Search for the word "serif" in the entries. Each line that holds it should be copied.

» Collected data
····················

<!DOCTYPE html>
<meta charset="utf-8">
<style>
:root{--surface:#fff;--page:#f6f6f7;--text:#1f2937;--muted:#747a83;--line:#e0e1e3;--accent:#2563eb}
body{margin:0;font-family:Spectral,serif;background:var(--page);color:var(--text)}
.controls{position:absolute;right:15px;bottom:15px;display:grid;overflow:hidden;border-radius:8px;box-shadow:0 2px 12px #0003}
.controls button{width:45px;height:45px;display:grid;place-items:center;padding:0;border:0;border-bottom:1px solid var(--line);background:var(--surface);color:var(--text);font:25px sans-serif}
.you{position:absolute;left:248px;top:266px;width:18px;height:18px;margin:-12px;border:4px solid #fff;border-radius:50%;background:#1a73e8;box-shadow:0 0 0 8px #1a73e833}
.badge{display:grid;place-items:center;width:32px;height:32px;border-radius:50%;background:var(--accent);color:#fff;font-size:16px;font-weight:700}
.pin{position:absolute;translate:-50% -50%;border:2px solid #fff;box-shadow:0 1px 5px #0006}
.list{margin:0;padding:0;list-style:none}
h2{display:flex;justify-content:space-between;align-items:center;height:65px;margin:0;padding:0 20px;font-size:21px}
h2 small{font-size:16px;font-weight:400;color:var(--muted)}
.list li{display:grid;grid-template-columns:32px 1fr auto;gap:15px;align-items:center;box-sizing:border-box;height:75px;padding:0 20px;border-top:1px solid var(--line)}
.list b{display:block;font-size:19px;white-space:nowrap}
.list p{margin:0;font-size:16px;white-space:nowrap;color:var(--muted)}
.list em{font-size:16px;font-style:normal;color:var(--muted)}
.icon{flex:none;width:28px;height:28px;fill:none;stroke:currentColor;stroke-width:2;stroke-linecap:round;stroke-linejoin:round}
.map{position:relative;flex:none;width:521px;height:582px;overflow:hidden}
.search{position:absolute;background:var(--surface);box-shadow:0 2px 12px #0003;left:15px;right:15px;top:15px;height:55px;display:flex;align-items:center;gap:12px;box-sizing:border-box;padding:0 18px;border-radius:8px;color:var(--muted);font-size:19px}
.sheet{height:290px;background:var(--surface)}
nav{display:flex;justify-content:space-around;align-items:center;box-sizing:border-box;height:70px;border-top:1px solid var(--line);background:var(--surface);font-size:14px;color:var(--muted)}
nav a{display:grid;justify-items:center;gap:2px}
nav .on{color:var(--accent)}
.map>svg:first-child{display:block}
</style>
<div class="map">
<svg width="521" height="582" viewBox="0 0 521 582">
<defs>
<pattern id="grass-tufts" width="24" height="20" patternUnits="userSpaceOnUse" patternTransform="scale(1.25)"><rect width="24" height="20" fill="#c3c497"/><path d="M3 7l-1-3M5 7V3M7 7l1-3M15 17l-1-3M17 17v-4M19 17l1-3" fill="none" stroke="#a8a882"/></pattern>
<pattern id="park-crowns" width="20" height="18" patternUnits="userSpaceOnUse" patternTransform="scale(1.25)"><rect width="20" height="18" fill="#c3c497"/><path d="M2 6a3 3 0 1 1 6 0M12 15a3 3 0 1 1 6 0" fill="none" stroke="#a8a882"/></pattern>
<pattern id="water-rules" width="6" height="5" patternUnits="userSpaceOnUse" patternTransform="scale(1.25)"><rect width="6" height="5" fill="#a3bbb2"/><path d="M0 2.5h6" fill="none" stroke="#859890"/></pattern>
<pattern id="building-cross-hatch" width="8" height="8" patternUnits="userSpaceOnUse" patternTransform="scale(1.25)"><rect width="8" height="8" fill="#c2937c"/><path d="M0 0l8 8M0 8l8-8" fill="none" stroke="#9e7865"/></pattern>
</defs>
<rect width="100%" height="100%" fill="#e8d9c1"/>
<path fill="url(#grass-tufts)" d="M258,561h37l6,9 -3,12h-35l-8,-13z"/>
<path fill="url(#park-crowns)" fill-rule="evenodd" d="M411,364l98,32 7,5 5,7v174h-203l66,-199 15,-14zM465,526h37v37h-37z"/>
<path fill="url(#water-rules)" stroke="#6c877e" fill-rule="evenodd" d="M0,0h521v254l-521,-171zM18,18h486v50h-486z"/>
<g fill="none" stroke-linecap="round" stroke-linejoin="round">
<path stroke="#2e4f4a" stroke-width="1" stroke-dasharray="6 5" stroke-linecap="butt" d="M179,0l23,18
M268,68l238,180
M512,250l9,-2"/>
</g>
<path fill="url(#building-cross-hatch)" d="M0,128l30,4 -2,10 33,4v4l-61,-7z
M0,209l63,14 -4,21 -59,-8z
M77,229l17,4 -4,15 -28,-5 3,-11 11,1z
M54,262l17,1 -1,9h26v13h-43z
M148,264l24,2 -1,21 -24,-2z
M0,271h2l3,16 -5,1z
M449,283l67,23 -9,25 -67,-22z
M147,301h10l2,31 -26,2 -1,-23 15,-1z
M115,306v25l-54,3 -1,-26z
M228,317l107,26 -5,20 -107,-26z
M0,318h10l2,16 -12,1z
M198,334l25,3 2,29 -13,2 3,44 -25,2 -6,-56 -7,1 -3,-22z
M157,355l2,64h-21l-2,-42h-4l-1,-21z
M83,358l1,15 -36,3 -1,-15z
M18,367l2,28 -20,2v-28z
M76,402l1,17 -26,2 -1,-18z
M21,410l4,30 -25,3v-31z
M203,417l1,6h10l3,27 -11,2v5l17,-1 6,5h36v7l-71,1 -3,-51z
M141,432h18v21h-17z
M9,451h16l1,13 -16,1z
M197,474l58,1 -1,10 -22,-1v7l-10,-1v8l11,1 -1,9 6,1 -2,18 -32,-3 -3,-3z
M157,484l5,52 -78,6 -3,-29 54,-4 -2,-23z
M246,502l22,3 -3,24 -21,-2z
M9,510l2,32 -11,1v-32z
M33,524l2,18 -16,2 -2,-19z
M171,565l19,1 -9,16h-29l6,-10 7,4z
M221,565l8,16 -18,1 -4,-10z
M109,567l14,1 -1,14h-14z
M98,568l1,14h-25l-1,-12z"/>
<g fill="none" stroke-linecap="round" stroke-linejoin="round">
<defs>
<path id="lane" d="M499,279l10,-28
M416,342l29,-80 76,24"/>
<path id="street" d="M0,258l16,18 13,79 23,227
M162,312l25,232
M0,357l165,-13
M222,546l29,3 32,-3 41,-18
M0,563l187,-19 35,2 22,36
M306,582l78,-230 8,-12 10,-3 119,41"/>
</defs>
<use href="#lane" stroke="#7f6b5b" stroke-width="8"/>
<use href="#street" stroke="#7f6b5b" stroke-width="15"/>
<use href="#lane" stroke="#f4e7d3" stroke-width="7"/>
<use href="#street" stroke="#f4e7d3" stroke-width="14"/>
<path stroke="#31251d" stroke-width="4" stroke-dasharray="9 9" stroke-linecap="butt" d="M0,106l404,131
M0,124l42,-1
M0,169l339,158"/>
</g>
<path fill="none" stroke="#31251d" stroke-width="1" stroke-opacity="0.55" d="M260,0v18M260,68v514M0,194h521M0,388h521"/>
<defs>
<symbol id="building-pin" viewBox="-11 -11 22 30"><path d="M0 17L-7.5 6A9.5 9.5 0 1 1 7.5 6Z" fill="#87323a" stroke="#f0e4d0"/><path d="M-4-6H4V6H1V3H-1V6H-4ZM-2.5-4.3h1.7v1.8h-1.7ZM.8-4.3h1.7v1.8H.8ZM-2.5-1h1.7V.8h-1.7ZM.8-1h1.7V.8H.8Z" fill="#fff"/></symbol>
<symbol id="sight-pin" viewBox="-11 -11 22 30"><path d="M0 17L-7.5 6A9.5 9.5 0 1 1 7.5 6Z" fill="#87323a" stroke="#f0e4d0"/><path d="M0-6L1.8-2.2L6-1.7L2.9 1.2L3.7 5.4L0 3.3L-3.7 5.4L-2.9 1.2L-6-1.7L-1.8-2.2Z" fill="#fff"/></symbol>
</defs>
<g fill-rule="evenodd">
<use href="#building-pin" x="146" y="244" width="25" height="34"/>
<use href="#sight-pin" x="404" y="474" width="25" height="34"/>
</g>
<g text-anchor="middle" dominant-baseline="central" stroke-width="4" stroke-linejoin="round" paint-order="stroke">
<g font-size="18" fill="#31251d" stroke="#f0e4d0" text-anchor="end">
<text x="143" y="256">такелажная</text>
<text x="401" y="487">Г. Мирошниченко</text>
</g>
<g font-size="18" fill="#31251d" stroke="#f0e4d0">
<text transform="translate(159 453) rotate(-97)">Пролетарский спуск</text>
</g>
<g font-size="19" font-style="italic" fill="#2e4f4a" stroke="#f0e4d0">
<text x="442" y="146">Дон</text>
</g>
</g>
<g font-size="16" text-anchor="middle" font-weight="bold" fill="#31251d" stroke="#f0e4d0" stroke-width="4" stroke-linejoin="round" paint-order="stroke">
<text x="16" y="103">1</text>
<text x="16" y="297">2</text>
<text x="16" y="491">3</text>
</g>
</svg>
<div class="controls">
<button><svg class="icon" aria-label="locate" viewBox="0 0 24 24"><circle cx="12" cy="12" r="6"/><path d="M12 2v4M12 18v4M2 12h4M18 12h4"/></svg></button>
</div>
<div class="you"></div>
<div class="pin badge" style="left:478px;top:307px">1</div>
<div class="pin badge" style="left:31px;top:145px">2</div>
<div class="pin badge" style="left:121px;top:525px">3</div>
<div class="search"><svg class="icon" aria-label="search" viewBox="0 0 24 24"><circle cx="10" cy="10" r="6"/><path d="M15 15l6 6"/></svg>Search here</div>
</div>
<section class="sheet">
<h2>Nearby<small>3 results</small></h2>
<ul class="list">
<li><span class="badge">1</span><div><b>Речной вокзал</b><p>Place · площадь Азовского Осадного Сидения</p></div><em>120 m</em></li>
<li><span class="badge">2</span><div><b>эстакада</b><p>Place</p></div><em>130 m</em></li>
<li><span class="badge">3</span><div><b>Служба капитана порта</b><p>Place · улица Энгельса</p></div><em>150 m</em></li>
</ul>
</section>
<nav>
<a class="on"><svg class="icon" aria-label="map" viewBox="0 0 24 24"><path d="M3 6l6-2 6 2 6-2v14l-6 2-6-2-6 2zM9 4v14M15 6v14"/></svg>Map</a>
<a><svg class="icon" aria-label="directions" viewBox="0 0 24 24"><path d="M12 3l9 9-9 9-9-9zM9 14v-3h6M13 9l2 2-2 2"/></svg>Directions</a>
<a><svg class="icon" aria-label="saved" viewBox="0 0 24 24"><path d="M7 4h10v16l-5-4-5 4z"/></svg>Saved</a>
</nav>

····················

» Result
body{margin:0;font-family:Spectral,serif;background:var(--page);color:var(--text)}
.controls button{width:45px;height:45px;display:grid;place-items:center;padding:0;border:0;border-bottom:1px solid var(--line);background:var(--surface);color:var(--text);font:25px sans-serif}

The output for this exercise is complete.